Mais l’essentiel ne serait pas tant le statut que « le socle de droits qu’il s’agit de garantir aux travailleurs ». Ce « panier » devrait comporter cinq dimensions : la capacité des travailleurs à négocier leurs conditions de travail, la portabilité des données personnelles et la transparence des algorithmes, des règles de rémunération minimales (qui pourraient être sectorielles), la responsabilité des plates-formes en matière de santé et sécurité au travail, et notamment de prévention, enfin, la possibilité de développer leurs compétences via un accès à la formation professionnelle.
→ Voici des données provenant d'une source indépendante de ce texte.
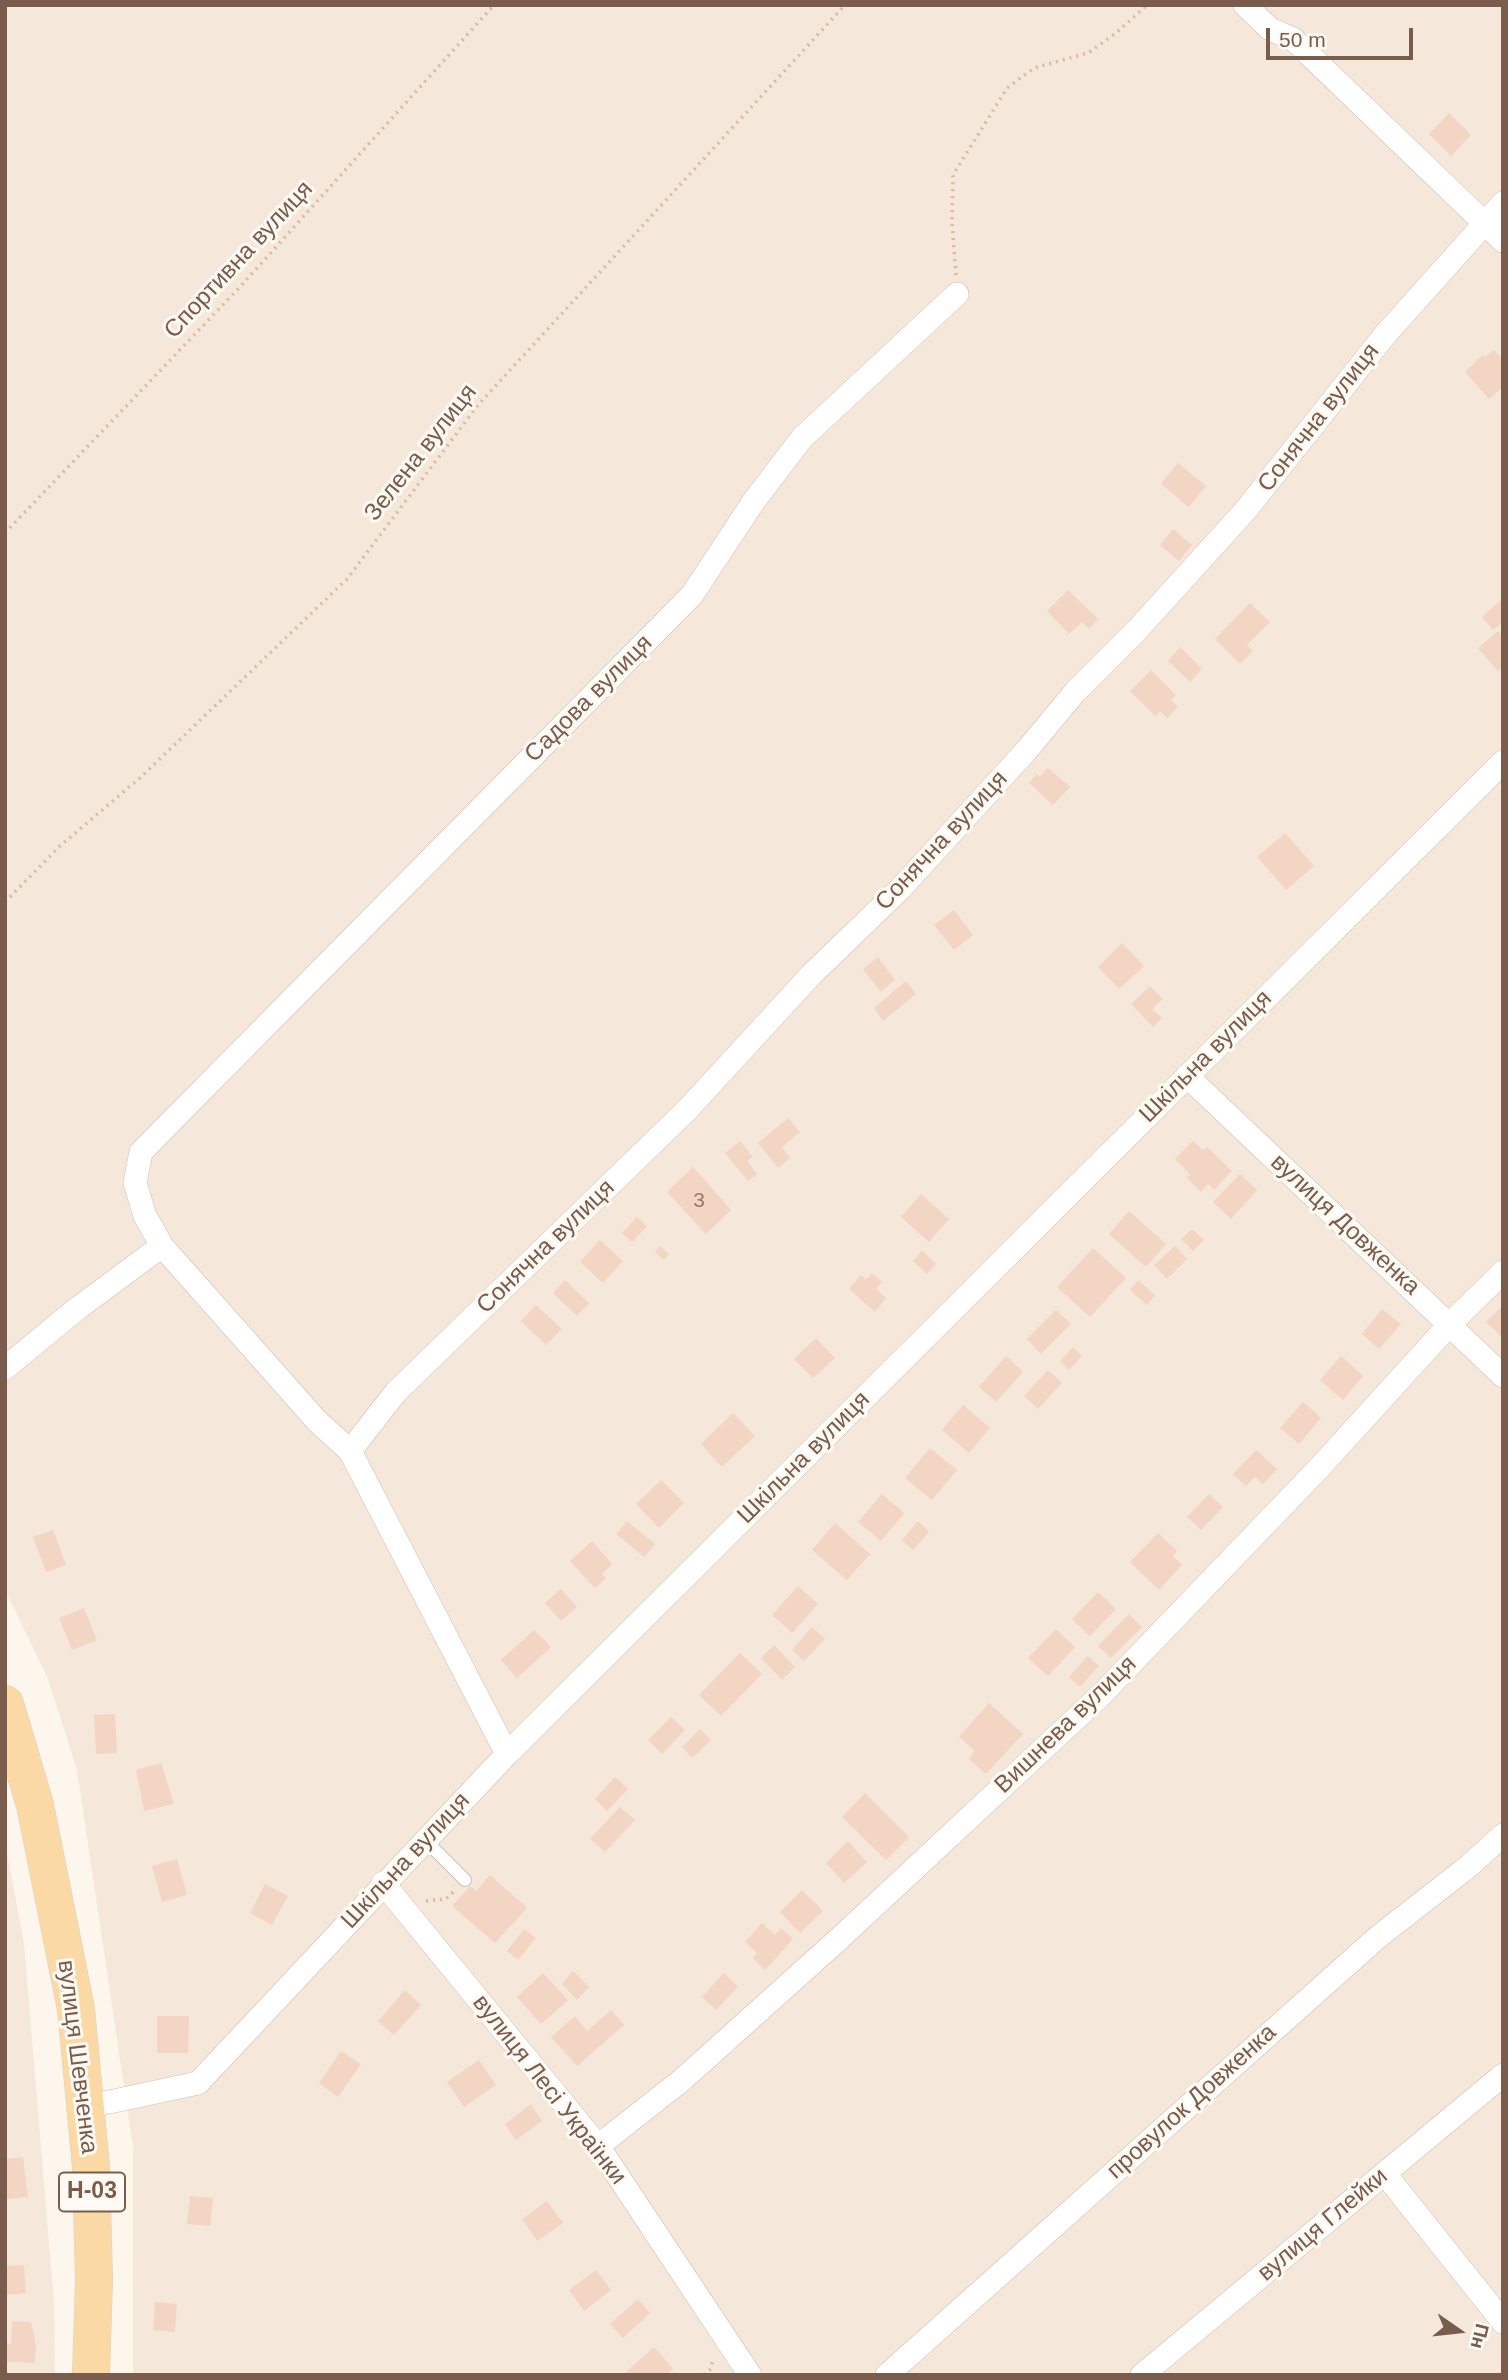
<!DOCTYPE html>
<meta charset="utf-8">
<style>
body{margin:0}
#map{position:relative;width:1508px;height:2380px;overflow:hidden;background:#fdf6ec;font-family:Arial,sans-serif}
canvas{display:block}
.frame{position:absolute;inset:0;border:7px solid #7a5c4d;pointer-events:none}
.north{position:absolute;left:1424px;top:2296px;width:70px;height:70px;-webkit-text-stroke:5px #fffaf3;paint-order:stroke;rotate:104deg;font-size:19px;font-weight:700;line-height:28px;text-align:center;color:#7a5c4d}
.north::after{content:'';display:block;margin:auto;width:24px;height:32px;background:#7a5c4d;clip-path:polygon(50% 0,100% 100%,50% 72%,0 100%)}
.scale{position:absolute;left:1266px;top:28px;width:147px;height:32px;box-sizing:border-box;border:4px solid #7a5c4d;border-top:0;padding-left:9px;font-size:21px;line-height:24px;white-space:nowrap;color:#7a5c4d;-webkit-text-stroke:5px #fffaf3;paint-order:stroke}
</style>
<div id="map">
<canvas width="1508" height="2380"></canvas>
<div class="frame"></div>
<div class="north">Пн</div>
<div class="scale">50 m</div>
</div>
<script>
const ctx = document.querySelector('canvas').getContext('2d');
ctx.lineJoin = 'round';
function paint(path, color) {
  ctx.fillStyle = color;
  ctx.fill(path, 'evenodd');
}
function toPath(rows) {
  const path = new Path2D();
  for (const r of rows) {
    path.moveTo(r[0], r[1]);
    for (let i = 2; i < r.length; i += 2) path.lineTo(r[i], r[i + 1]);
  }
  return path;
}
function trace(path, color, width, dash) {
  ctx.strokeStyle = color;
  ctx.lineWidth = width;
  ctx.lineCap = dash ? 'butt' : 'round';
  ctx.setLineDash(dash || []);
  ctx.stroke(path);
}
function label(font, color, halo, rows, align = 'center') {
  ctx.font = font + ' Arial,sans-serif';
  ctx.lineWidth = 6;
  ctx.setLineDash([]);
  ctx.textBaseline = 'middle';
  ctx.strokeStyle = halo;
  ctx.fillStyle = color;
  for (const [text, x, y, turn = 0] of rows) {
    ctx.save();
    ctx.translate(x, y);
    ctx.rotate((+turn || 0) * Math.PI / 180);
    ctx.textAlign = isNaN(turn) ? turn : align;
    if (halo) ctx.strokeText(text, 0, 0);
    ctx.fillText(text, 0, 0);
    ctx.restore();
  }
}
paint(toPath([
 [5,5,1503,5,1503,2375,133,2375,133,2147,77,1770,48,1679,5,1590],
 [5,1842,24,1943,54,2304,55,2375,5,2375]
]), '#f5e8da');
paint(toPath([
 [1449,113,1471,135,1451,156,1429,134],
 [1494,350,1503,360,1503,387,1489,399,1465,372,1483,355,1485,357],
 [1178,463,1206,486,1189,507,1161,484],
 [1173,529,1192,545,1179,561,1160,545],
 [1068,590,1098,619,1089,629,1082,622,1069,634,1047,611],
 [1501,600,1503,622,1493,630,1482,617],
 [1250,603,1270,622,1247,645,1253,651,1240,664,1215,639],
 [1498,631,1503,636,1503,668,1498,671,1478,648],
 [1180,647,1202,669,1190,682,1168,661],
 [1151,670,1176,695,1171,700,1178,707,1167,718,1160,711,1155,716,1130,691],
 [1048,768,1070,787,1053,805,1029,783,1037,774,1040,777],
 [1285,833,1314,866,1286,890,1257,857],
 [954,910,973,935,954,950,934,925],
 [1122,943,1144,966,1119,989,1098,967],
 [878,957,895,980,881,992,863,969],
 [906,981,916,994,883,1021,874,1008],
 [1150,986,1163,999,1152,1009,1162,1018,1153,1027,1131,1004],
 [788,1118,800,1132,782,1147,790,1158,778,1168,758,1143],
 [740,1141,753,1157,747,1161,757,1174,748,1181,725,1153],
 [1193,1141,1203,1150,1207,1147,1232,1171,1214,1190,1208,1184,1201,1192,1187,1178,1190,1174,1175,1159],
 [693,1167,731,1210,706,1234,667,1192],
 [1240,1174,1257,1190,1231,1219,1213,1202],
 [921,1194,949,1219,929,1242,901,1217],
 [1129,1211,1166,1244,1146,1267,1109,1234],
 [637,1217,647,1226,632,1242,622,1233],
 [1192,1229,1204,1240,1193,1251,1181,1239],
 [600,1240,623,1261,603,1283,580,1262],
 [660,1246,669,1254,664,1260,655,1252],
 [1175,1246,1187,1259,1167,1279,1154,1265],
 [1093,1248,1126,1278,1090,1317,1057,1287],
 [922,1250,936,1264,927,1274,913,1261],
 [872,1273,882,1282,876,1289,886,1298,875,1312,849,1289,861,1275,866,1280],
 [565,1280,589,1303,577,1316,553,1293],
 [1138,1280,1155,1295,1147,1305,1130,1290],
 [536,1305,562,1329,546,1345,521,1321],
 [1503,1305,1503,1338,1486,1322],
 [1382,1309,1401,1324,1379,1349,1362,1334],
 [1056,1310,1071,1324,1041,1354,1027,1339],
 [816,1338,835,1358,813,1378,794,1359],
 [1073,1347,1082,1356,1069,1370,1060,1361],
 [1006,1356,1023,1372,996,1402,979,1387],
 [1341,1356,1363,1376,1343,1400,1320,1380],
 [1048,1370,1062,1383,1038,1409,1024,1396],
 [1303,1402,1321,1418,1299,1444,1280,1428],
 [963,1405,990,1428,969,1453,942,1430],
 [733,1413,755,1436,722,1467,701,1444],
 [930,1448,957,1470,932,1500,905,1478],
 [1256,1450,1277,1469,1263,1484,1255,1477,1246,1486,1233,1474],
 [661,1480,684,1503,659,1528,636,1504],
 [882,1494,904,1513,881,1541,858,1522],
 [1209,1494,1223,1507,1201,1530,1187,1517],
 [627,1521,655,1544,644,1557,616,1534],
 [918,1521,929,1532,913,1550,902,1540],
 [835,1523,870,1554,847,1580,812,1550],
 [53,1530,66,1565,46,1572,33,1537],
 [1158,1533,1177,1551,1173,1556,1182,1565,1159,1590,1130,1562],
 [592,1541,612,1564,602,1574,606,1578,595,1588,570,1561],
 [798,1586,818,1604,792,1633,772,1615],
 [561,1589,577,1607,561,1621,545,1603],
 [1098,1592,1116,1609,1090,1636,1072,1619],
 [84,1608,97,1640,72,1650,59,1618],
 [1129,1614,1142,1627,1111,1658,1098,1646],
 [812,1627,825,1639,804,1661,792,1650],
 [1056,1629,1075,1647,1048,1676,1028,1658],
 [534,1630,551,1647,517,1678,501,1660],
 [774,1645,795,1667,782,1680,761,1658],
 [740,1653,762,1674,721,1716,699,1695],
 [1088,1656,1099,1666,1080,1687,1069,1677],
 [989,1703,1023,1734,986,1774,969,1759,975,1751,959,1737],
 [115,1714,117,1753,96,1754,94,1715],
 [671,1717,685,1730,662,1754,648,1740],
 [700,1729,711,1740,692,1758,682,1747],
 [161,1763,174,1804,144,1811,136,1770],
 [615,1777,628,1789,607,1811,595,1799],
 [865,1793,909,1837,886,1860,842,1817],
 [620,1807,635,1820,605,1852,590,1839],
 [848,1841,867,1862,844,1883,826,1863],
 [177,1859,187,1895,162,1902,152,1866],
 [490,1875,527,1908,495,1943,452,1906,470,1886,476,1891],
 [265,1884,288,1896,272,1925,250,1913],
 [802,1890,823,1911,800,1933,780,1912],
 [762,1923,775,1935,781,1928,793,1939,765,1970,753,1958,757,1953,745,1942],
 [524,1929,536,1938,518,1960,507,1951],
 [573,1971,589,1987,577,2000,562,1984],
 [543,1973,568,2000,541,2024,517,1997],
 [724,1973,738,1987,716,2010,702,1997],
 [405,1990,421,2005,394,2035,378,2021],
 [611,2010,624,2025,577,2066,551,2037,575,2016,587,2031],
 [157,2016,189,2016,188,2053,157,2053],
 [341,2051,361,2064,338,2097,319,2083],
 [479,2060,496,2085,464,2107,447,2082],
 [531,2104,542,2121,516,2140,505,2124],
 [23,2157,28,2197,5,2199,5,2159],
 [190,2196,213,2198,210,2226,187,2224],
 [547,2201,563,2223,537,2241,522,2219],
 [24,2265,26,2293,5,2295,5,2266],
 [596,2270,611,2290,584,2311,569,2290],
 [638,2299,650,2313,623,2338,610,2324],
 [155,2302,177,2304,175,2332,153,2330],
 [12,2321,31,2322,36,2345,35,2363,5,2362,5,2343,11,2344],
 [654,2347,673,2369,666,2375,626,2375,625,2373]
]), '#f3d5c3');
const lane = toPath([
 [425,1840,465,1880]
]);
const street = toPath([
 [1245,5,1270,29,1293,39,1503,241],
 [1187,1076,1503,1376],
 [162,1246,317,1421,350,1451,507,1754],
 [5,1368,78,1308,162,1246,145,1216,135,1183,141,1152,692,595,754,501,802,438,957,294],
 [350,1451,396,1392,687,1110,811,975,900,889,1026,751,1076,691,1137,630,1245,511,1384,336,1503,203],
 [383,1883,598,2146,750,2375],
 [86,2107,198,2083,507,1754,1503,762],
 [598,2146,682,2080,840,1938,1100,1696,1320,1467,1450,1324,1503,1272],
 [1385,2174,1503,2322],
 [887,2375,1378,1937,1469,1866,1503,1835],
 [1142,2375,1503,2075]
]);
const primary = toPath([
 [5,1704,35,1805,76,2009,91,2167,94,2280,91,2375]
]);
trace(lane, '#d1beb0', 14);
trace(street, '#d1beb0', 24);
trace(primary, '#dad1cd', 38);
trace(toPath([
 [956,275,952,223,953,175,1007,88,1034,68,1088,53,1116,33,1147,5],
 [5,533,239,288,494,5],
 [5,902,60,846,141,777,347,579,478,405,845,5],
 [426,1901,446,1899,454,1891],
 [704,2375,711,2369,713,2358]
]), '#d9b8a5', 3.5, [2, 5]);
trace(lane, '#fff', 12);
trace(street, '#fff', 23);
trace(primary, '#fbd9a5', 37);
label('21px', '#987a6a', null, [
 ["3",699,1201]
]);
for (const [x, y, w] of [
 [92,2192,66]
]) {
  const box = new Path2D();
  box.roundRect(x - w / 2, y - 19.5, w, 39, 5);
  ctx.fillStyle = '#fffaf3';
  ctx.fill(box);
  trace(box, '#7a5c4d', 2);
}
label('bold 23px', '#7a5c4d', null, [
 ["Н-03",92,2192]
]);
label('24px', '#7a5c4d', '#fffaf3', [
 ["Спортивна вулиця",239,260,-47],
 ["Сонячна вулиця",1319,418,-52],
 ["Зелена вулиця",421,453,-52],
 ["Садова вулиця",589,699,-45],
 ["Сонячна вулиця",942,841,-47],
 ["Шкільна вулиця",1206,1057,-45],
 ["вулиця Довженка",1345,1225,43],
 ["Сонячна вулиця",546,1247,-44],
 ["Шкільна вулиця",804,1458,-45],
 ["Вишнева вулиця",1066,1725,-44],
 ["Шкільна вулиця",406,1861,-47],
 ["вулиця Шевченка",77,2057,83],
 ["вулиця Лесі Українки",549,2090,52],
 ["провулок Довженка",1192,2102,-42],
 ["вулиця Глейки",1323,2225,-40]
]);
</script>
Les auteurs soulignent qu’au-delà de la création légale de ces droits, il s’agira de s’assurer de leur effectivité par un dispositif de contrôle adapté, et que ce cadre doit être lui-même évolutif pour pouvoir s’adapter aux transformations permanentes des plates-formes. Ils détaillent également les intérêts des modèles coopératifs qui se sont développés comme alternatives et formulent cinq propositions visant leur développement.

La dernière partie de l’ouvrage est consacrée aux modalités d’action et de régulation qui pourraient être mobilisées. Tout d’abord en décrivant la forme que pourrait prendre le dialogue social entre les plates-formes et leurs travailleurs. Cela implique de lever l’obstacle du droit commercial dont les règles anticartels interdisent théoriquement à ces indépendants de s’unir. Cela semble surmontable, notamment en pointant la situation de « monopsone » (marché où les offreurs n’ont qu’un seul débouché). Des modalités pratiques de mise en place de ce dialogue social sont ensuite proposées, échelle sectorielle, élections, financement… Enfin, les questions de gouvernance algorithmiques sont traitées, notamment sous l’angle d’un meilleur partage des données au bénéfice de tous et du rôle que pourraient jouer les collectivités dans ce domaine.

Bref, comme le pointent les auteurs en conclusion « le “droit social de l’algorithme”est sans doute presque entièrement à construire ». Ils contribuent ainsi à ce débat d’actualité par ce livre synthétique, mais qui n’élude aucune des questions que posent les plates-formes. L’ouvrage intégrant les développements les plus récents du feuilleton des plates-formes (de la dernière décision de la Cour de cassation en mars 2020, jusqu’aux premiers effets de la crise du SARS-CoV-2), il gagnera à être lu rapidement par tous ceux qui souhaitent en suivre les prochains épisodes de manière éclairée.